- 427 Okunma
- 2 Yorum
- 4 Beğeni
hoşça kal.
Kimileri sokakları hep elin silahında dolaşmanın ne demek olduğunu bilmez. Yarım uykular uyumayı ve bir çiçeği gözlerini kapatıp koklayamamayı...
Şu dağların öteki tarafında her zaman gözlerim. Ha desem, bi aşsam, her şey güzel olacak.. Ama tabanlarımın altında derin yarıklar, yol uzun... Bir de... Yakama yapışmış bu sevda, seninle bu şehrin bir sokağında karşılaşma ihtimalimiz, bu şehirden uzak tüm güzellikleri benden alıp götürüyor..

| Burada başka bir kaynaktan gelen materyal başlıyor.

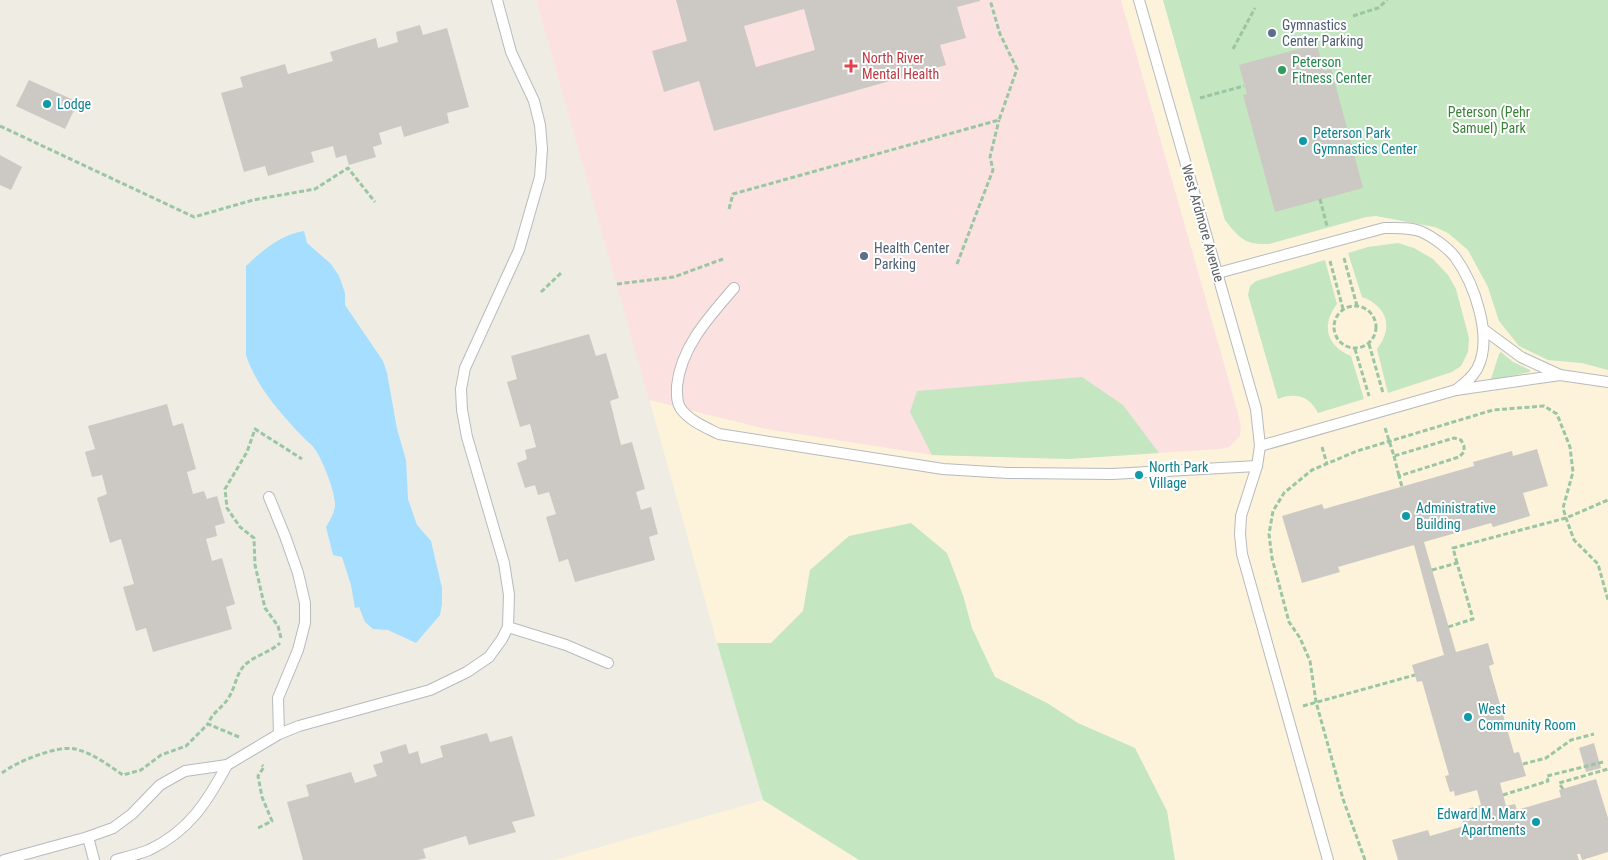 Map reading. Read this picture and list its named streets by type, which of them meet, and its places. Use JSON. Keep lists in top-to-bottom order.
{
  "streets": {
    "lane": ["West Ardmore Avenue"]
  },
  "parks": ["Peterson (Pehr Samuel) Park"],
  "places": {
    "other": [
      "Gymnastics Center Parking",
      "Peterson Fitness Center",
      "Lodge",
      "Peterson Park Gymnastics Center",
      "Health Center Parking",
      "North Park Village",
      "Administrative Building",
      "West Community Room",
      "Edward M. Marx Apartments"
    ],
    "health": ["North River Mental Health"]
  }
}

Geceleyin kendime uzun uzun saadet nedir diye soruyorum ve aklıma yalnızca yeşil çimler arasında açmış bir çift papatyaya benzeyen gözlerin geliyor. Duvardaki gölgemle bölüşüyorum ekmeğimi, çayımı, tütünümü... İnsan en çok kendiyle dertleşirken doğruları söylüyor. Erimiş peynir kıvamında sünüp giden lezzetli yalanlar olmadan.. Neyse o işte.. Dünyayı değiştiririm sanıp, ne varsa koyup geride, bir bok beceremeden bu ıssız evde kalakaldım... Sevdayı bile...
Seni bile...
Oysa ben, ben olmasamda senin doğacak çocukların için, doğacak tüm çocuklar için değiştirmek istemiştim bu dünyayı. Siyasilerin bu pis dünyasını başlarına yıkıp, özgür, eşit ve tok bir ülkenin temellerini atarım sanmıştım. Ama gel gör ki benim dünyam başıma yıkıldı, senin söylediğin gibi tıpkı! Yalnızca ben, tek başıma oturup düşünüyorum geceleyin tüm aç çocukları, diğer tüm insanlar onlara dokunmayan yılanın bin yaşamasından bile öte onu besliyor.. Kendi elleriyle...
Geçtim, dünyayı kurtarma derdin güzelim.
Kendimi dünyadan kurtarmaya karar verdim..
Tavanda asılı ip, yarım demlik çay, iki paket cigaram var...
Hoşça kal...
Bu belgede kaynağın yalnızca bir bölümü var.